George Harrison était le plus jeune membre des Beatles, mais il était un guitariste suffisamment talentueux pour que son âge n’ait aucune importance. Au début, John Lennon est légèrement gêné par son jeune compagnon, mais il finit par accepter Harrison. Pourtant, Lennon et McCartney le traitent tous deux comme un jeune frère. Cela commence à fatiguer Harrison, qui se demande s’il n’est pas capable de faire autre chose que jouer de la guitare.
Le guitariste était le plus jeune membre des Beatles.
Harrison rencontre McCartney dans le bus qui l’emmène à l’école, et les deux hommes se lient par leur amour de la musique. Lorsque McCartney rejoint le groupe de Lennon, The Quarrymen, il fait pression pour que le groupe accueille également Harrison.
« Je connais ce type », dit McCartney à Lennon, selon le livre George Harrison : Behind the Locked Door de Graeme Thomson. « Il est un peu jeune, mais il est bon. »
Lennon était hésitant. Harrison semblait beaucoup plus jeune que le reste du groupe, et il était gêné d’être vu avec lui.
« George était le plus jeune, et c’était évident », a déclaré l’auteur Tony Bramwell. « Il avait l’air très jeune, même plus jeune que son âge. John Lennon ne l’aimait pas particulièrement et ne voulait pas de lui dans le groupe. Il le considérait comme trop jeune, un gamin, mais Paul faisait pression pour lui. »
George Harrison s’inquiétait de ne pouvoir rien faire d’autre que jouer de la guitare.
Harrison a fait ses preuves en tant que guitariste, mais il avait l’impression que ses compagnons de groupe négligeaient souvent ses contributions. Cela n’a pas aidé que d’autres personnes doutent de ce qu’il apportait au groupe.
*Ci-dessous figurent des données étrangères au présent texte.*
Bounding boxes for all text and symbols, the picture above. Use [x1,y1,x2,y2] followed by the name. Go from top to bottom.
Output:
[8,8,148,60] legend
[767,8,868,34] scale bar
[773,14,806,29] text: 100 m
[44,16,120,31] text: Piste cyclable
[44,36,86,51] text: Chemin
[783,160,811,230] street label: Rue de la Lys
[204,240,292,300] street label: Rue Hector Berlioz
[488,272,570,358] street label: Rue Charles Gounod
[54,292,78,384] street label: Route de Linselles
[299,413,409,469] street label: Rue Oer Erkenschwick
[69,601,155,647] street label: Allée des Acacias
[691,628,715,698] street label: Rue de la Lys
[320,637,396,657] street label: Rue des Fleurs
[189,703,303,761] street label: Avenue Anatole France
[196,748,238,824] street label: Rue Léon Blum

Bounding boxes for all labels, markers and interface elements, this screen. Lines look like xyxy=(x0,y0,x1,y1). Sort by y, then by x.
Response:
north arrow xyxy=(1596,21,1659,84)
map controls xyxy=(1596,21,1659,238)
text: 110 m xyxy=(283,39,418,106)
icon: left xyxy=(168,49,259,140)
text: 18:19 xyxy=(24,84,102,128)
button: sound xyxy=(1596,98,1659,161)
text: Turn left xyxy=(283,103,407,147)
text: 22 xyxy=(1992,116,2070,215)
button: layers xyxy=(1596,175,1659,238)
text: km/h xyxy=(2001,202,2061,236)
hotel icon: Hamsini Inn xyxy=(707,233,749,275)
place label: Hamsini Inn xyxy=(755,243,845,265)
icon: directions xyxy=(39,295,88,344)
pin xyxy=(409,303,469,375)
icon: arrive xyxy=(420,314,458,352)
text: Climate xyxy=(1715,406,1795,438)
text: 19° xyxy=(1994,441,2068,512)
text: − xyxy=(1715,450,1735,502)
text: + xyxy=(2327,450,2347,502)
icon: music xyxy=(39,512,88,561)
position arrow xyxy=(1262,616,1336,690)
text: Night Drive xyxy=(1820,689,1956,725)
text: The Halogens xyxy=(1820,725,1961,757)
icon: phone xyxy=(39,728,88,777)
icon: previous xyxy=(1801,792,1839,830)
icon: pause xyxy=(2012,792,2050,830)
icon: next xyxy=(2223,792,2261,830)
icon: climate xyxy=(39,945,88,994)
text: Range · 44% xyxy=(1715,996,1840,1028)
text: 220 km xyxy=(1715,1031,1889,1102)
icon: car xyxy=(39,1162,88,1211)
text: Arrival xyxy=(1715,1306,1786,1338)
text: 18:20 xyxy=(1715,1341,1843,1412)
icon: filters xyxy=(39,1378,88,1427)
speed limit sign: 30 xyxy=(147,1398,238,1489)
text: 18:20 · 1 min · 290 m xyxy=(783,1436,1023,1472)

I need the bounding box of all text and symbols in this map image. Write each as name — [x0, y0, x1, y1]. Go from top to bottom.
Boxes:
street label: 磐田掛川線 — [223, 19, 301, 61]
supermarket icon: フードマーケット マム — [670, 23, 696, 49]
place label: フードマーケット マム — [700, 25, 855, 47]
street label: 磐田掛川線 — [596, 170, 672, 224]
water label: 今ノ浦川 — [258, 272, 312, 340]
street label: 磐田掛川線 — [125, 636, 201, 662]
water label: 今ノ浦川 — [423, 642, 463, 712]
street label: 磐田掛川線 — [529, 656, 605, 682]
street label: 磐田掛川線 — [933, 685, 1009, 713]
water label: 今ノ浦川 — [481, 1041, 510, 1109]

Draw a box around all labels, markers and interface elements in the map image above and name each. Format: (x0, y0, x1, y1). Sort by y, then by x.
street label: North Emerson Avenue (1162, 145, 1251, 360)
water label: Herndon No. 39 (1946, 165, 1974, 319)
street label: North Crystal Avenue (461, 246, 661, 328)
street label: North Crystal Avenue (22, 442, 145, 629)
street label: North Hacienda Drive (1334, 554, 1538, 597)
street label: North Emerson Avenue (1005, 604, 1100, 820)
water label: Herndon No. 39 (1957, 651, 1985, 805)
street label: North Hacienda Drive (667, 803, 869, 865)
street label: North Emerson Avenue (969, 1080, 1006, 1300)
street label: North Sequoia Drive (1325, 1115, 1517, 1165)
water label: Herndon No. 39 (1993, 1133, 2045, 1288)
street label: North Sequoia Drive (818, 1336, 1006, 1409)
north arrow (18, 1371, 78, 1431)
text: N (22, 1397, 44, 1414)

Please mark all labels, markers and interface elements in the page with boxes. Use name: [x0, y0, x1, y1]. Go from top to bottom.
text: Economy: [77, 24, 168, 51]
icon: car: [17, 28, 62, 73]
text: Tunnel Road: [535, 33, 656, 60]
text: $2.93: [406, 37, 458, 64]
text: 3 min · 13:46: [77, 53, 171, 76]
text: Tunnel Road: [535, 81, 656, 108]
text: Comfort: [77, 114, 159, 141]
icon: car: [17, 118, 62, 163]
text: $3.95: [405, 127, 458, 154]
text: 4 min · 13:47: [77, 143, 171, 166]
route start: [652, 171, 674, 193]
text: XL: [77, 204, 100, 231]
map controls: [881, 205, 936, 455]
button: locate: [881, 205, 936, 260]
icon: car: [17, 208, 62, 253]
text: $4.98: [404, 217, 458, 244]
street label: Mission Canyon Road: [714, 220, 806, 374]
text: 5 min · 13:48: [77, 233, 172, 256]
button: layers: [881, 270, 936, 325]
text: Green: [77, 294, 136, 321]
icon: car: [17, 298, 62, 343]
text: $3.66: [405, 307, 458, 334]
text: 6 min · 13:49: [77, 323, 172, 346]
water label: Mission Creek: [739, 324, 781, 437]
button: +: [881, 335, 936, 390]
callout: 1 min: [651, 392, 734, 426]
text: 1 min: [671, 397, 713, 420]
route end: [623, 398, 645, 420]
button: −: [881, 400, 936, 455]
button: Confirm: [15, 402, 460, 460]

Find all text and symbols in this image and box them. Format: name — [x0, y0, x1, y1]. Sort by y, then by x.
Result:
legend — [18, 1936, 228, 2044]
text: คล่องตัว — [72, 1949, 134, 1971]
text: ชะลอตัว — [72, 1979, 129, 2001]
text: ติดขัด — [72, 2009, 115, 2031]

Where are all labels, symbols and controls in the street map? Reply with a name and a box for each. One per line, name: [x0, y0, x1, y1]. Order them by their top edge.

« Il ne semblait tout simplement pas aussi spirituel ou intelligent », a déclaré Ivan Vaughn, un ami de Lennon et McCartney, selon The Beatles : The Authorized Biography de Hunter Davies.
Astrid Kirchherr, qui a rencontré le groupe à Hambourg, a déclaré que Harrison a mis plus de temps à se développer que ses camarades.
« C’était un charmant petit garçon », a-t-elle dit. « C’était juste le petit George. Nous ne l’avons jamais jugé de quelque manière que ce soit, comme nous avions l’habitude de déterminer l’intelligence de Stu, John et Paul. Il ne s’est pas développé aussi rapidement que les autres ».
Elle note que Harrison semblait le reconnaître et faisait souvent des blagues d’autodérision.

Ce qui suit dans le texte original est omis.